# MLE Substitution
`w266 Final Project: Crosslingual Word Embeddings`

Instead of traning on randomly substituted words, here we'll choose the highest ranked translation.

# Notebook Setup

In [1]:
# general imports
from __future__ import print_function
import time
import pickle
import numpy as np
import pandas as pd
import matplotlib.pyplot as plt

# tell matplotlib not to open a new window
%matplotlib inline

# autoreload modules
%load_ext autoreload
%autoreload 2

Set base paths depending on your machine.

In [6]:
BASE = '/home/mmillervedam/Data'
PROJ = '/home/mmillervedam/ProjectRepo'
#PROJ = '/Users/mona/OneDrive/repos/final_proj/W266-Fall-2017-Final-Project'

# raw data
FULL_EN_ES = "/home/miwamoto/en_es_shuf.txt"
FULL_EN_IT = "/home/miwamoto/en_it_shuf.txt"

# vocabularies
VOCAB_EN_ES = BASE + '/vocab/en_es_index.pkl'
VOCAB_EN_IT = BASE + '/vocab/en_it_index.pkl'

# panlex dicts
PANLEX_EN_ES = BASE + '/panlex/en_es_dict.pkl'
PANLEX_EN_IT = BASE + '/panlex/en_it_dict.pkl'

# directory to save pickled embeddings
SAVE_TO = BASE + '/embeddings'

# English - Spanish
### Load Data, Dict & Vocab

In [7]:
from parsing import Corpus, BilingualVocabulary, batch_generator

In [8]:
# load corpus
en_es_data = Corpus(FULL_EN_ES)

In [9]:
# load panlex dictionary
with open(PANLEX_EN_ES,'rb') as f:
    en_es_translations = pickle.load(f)

In [10]:
# load vocabulary
en_es_vocab = BilingualVocabulary([], languages = ('en','es'))
with open(VOCAB_EN_ES,'rb') as f:
    en_es_vocab.load_from_index(pickle.load(f))

In [11]:
# confirmations
print('... loaded %s panlex translations'%(len(en_es_translations)))
print('... loaded %s word %svocabulary'%(en_es_vocab.size,en_es_vocab.language))
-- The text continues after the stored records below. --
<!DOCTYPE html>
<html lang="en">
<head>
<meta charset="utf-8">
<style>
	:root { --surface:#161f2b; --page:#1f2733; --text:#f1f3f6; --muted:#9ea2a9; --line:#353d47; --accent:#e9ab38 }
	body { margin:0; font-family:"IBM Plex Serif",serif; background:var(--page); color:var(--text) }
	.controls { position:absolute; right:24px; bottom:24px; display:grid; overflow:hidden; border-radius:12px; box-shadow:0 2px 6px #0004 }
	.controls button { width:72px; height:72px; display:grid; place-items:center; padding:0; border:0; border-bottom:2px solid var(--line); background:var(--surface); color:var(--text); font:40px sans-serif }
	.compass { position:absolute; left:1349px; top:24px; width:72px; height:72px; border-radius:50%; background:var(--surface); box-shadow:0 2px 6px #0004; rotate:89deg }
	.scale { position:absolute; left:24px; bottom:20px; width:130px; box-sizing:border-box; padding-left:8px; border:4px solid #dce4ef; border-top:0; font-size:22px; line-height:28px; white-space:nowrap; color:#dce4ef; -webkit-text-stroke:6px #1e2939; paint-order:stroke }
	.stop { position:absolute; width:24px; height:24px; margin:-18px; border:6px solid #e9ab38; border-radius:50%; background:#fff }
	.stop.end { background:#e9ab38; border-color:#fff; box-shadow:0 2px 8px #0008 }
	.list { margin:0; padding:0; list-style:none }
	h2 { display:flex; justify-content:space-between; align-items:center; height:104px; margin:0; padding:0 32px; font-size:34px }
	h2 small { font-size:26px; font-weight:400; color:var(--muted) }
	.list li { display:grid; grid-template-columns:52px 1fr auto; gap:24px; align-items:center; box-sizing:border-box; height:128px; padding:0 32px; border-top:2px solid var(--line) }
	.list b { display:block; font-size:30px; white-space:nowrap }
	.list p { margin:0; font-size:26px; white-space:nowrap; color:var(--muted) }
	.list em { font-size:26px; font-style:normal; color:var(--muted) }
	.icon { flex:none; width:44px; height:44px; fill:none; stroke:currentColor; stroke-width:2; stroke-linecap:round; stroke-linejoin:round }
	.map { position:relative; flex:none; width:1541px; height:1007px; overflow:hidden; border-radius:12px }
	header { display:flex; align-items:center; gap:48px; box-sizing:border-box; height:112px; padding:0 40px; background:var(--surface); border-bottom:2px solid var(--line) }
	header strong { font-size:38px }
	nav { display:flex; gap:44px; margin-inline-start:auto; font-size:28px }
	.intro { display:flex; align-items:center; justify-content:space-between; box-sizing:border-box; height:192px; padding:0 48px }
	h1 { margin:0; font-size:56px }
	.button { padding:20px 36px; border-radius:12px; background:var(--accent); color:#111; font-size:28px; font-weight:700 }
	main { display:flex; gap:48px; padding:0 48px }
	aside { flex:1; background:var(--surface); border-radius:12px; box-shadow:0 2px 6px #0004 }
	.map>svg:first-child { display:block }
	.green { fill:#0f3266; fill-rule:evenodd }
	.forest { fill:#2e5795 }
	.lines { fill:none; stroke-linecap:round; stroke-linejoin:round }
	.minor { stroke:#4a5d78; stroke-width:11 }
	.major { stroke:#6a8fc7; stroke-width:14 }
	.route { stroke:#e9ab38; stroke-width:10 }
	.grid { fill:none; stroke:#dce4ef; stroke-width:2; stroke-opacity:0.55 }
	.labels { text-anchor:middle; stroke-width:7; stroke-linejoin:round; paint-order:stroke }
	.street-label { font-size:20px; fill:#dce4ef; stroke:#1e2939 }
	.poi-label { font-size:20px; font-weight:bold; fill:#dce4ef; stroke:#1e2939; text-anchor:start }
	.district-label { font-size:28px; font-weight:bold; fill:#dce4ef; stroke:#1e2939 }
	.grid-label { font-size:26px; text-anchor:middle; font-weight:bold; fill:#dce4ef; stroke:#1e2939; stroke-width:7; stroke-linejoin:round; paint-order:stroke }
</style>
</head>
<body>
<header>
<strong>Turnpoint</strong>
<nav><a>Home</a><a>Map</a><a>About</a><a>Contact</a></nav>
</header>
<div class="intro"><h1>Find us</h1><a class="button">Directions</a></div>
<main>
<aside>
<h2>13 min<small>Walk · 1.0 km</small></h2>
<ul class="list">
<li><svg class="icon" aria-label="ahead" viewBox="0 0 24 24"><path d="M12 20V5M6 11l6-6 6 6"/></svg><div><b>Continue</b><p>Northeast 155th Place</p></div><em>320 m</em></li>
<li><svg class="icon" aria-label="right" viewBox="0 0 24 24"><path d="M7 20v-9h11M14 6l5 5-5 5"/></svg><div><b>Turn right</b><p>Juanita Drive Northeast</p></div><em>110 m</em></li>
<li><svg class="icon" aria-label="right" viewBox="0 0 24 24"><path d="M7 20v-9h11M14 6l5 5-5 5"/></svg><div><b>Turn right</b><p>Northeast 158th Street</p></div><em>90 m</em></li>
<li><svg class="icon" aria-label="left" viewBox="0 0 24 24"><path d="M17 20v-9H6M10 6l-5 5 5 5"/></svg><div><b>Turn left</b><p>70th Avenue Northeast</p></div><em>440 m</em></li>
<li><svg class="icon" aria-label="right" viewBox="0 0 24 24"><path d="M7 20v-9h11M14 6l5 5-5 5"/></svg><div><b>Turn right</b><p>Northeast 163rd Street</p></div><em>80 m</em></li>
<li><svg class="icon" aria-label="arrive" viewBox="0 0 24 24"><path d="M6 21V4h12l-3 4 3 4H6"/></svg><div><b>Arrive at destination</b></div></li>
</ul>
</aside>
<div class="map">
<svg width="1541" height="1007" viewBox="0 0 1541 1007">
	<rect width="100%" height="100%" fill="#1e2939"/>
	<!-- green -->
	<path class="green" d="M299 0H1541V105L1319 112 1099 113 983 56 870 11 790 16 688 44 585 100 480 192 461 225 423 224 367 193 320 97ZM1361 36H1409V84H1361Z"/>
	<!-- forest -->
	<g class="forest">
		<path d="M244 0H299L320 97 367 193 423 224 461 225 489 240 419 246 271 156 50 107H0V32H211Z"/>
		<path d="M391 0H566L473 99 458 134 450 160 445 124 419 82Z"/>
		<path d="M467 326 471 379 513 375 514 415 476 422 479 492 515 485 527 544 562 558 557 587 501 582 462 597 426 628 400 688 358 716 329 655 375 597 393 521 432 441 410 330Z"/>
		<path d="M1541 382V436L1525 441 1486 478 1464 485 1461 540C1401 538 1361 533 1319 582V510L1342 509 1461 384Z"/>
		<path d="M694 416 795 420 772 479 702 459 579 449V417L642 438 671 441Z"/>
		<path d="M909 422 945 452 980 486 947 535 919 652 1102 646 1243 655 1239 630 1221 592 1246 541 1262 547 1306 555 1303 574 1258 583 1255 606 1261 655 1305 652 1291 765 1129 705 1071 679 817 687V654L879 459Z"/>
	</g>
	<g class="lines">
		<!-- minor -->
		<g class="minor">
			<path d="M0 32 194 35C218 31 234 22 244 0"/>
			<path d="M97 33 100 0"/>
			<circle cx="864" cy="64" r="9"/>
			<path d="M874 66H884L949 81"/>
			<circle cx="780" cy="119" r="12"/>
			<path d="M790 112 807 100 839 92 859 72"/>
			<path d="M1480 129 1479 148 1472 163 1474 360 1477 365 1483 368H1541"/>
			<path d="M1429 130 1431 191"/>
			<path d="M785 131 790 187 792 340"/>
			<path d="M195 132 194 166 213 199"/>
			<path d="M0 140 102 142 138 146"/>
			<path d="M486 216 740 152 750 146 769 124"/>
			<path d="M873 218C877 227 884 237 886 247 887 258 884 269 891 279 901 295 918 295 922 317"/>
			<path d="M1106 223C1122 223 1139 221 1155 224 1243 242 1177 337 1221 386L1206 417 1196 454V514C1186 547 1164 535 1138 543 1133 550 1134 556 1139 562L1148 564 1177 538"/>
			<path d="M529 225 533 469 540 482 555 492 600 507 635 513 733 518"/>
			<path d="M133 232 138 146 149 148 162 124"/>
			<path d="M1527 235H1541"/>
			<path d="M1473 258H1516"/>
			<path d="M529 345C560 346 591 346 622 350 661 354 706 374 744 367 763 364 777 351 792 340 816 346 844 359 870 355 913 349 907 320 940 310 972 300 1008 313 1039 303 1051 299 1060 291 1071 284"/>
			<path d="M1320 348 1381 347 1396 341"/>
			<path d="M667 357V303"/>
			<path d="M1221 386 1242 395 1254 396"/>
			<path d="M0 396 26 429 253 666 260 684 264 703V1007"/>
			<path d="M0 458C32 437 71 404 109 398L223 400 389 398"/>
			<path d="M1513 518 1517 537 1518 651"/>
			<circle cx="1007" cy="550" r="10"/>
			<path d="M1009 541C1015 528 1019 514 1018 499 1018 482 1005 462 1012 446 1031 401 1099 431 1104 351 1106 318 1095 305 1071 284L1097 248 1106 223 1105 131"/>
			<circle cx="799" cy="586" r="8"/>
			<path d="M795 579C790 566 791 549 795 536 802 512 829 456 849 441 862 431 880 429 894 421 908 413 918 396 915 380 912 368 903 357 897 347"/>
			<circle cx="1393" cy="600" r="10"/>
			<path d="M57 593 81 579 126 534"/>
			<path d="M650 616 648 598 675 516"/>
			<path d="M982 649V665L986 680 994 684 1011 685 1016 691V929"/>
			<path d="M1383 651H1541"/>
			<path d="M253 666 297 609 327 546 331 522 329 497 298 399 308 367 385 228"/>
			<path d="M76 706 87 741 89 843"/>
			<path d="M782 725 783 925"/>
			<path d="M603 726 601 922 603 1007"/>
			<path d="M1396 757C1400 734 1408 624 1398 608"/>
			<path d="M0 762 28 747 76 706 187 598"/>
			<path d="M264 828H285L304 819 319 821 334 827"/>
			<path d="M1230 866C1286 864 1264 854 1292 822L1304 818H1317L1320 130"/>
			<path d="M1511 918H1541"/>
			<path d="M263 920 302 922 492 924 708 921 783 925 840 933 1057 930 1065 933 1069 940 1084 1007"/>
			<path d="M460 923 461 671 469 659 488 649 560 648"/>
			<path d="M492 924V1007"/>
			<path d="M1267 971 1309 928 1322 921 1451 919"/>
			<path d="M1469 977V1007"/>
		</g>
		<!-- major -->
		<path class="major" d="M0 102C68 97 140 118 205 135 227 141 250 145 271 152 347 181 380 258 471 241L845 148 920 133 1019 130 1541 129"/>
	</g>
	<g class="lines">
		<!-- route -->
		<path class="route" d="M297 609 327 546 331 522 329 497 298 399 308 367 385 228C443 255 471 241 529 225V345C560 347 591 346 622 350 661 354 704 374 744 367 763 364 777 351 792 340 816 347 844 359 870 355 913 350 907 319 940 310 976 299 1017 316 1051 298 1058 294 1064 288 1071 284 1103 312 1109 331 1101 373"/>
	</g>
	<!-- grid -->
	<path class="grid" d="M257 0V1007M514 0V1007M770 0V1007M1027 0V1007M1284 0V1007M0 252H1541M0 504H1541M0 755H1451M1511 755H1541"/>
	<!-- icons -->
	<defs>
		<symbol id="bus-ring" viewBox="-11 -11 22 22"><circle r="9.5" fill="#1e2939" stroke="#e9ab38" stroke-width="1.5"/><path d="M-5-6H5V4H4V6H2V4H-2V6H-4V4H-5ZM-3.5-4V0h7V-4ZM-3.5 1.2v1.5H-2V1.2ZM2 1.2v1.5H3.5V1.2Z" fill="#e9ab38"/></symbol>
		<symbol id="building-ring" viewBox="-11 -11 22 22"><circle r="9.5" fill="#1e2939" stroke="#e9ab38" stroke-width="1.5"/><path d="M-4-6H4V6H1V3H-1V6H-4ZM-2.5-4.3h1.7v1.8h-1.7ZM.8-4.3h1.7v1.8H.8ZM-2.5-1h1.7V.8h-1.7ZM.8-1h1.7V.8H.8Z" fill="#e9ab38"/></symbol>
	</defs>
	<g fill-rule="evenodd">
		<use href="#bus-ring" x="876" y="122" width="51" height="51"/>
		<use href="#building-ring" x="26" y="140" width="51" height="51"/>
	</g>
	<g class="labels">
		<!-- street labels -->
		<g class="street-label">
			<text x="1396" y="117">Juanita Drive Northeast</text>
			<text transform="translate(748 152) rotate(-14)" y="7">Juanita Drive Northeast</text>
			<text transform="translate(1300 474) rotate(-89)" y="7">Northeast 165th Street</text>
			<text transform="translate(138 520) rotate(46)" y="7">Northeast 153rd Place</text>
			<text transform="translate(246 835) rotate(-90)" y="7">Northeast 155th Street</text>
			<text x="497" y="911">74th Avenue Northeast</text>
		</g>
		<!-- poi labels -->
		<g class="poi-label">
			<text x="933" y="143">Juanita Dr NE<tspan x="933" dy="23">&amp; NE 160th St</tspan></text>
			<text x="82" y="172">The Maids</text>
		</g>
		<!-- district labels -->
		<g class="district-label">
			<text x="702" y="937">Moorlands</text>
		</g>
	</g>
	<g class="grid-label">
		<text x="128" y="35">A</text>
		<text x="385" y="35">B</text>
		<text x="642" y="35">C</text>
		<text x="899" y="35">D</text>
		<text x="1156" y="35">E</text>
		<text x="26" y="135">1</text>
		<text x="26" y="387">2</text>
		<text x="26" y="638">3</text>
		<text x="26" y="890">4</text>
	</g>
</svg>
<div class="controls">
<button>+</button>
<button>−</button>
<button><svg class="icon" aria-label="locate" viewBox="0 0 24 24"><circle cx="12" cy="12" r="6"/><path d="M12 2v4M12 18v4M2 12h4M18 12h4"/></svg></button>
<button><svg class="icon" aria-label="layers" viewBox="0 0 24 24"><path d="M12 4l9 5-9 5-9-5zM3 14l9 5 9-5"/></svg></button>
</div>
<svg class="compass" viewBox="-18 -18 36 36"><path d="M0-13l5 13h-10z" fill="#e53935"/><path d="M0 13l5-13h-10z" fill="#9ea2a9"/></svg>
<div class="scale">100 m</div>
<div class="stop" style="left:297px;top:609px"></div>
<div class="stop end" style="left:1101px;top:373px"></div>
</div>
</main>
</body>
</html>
... loaded 702982 panlex translations
... loaded 200003 word ('en', 'es')vocabulary


### Validation Words

In [29]:
en_es_vocab.to_ids(['en_the','en_last', 'es_mundo', 'es_real'])

[3, 270, 100160, 100249]

In [27]:
for w in ['en_the','en_last', 'es_mundo', 'es_real']:
    print(w,list(en_es_translations[w][:5]))

en_the ['es_el', 'es_el_la_los_las', 'es_entonces', 'es_la', 'es_las']
en_last ['es_aguantar', 'es_anterior', 'es_atr\xc3\xa1s', 'es_conclusi\xc3\xb3n', 'es_concluyentemente']
es_mundo ['en_age', 'en_cosmos', 'en_creation', 'en_earth_globe', 'en_earth']
es_real ['en_actual', 'en_certain', 'en_clear', 'en_concise', 'en_de_facto']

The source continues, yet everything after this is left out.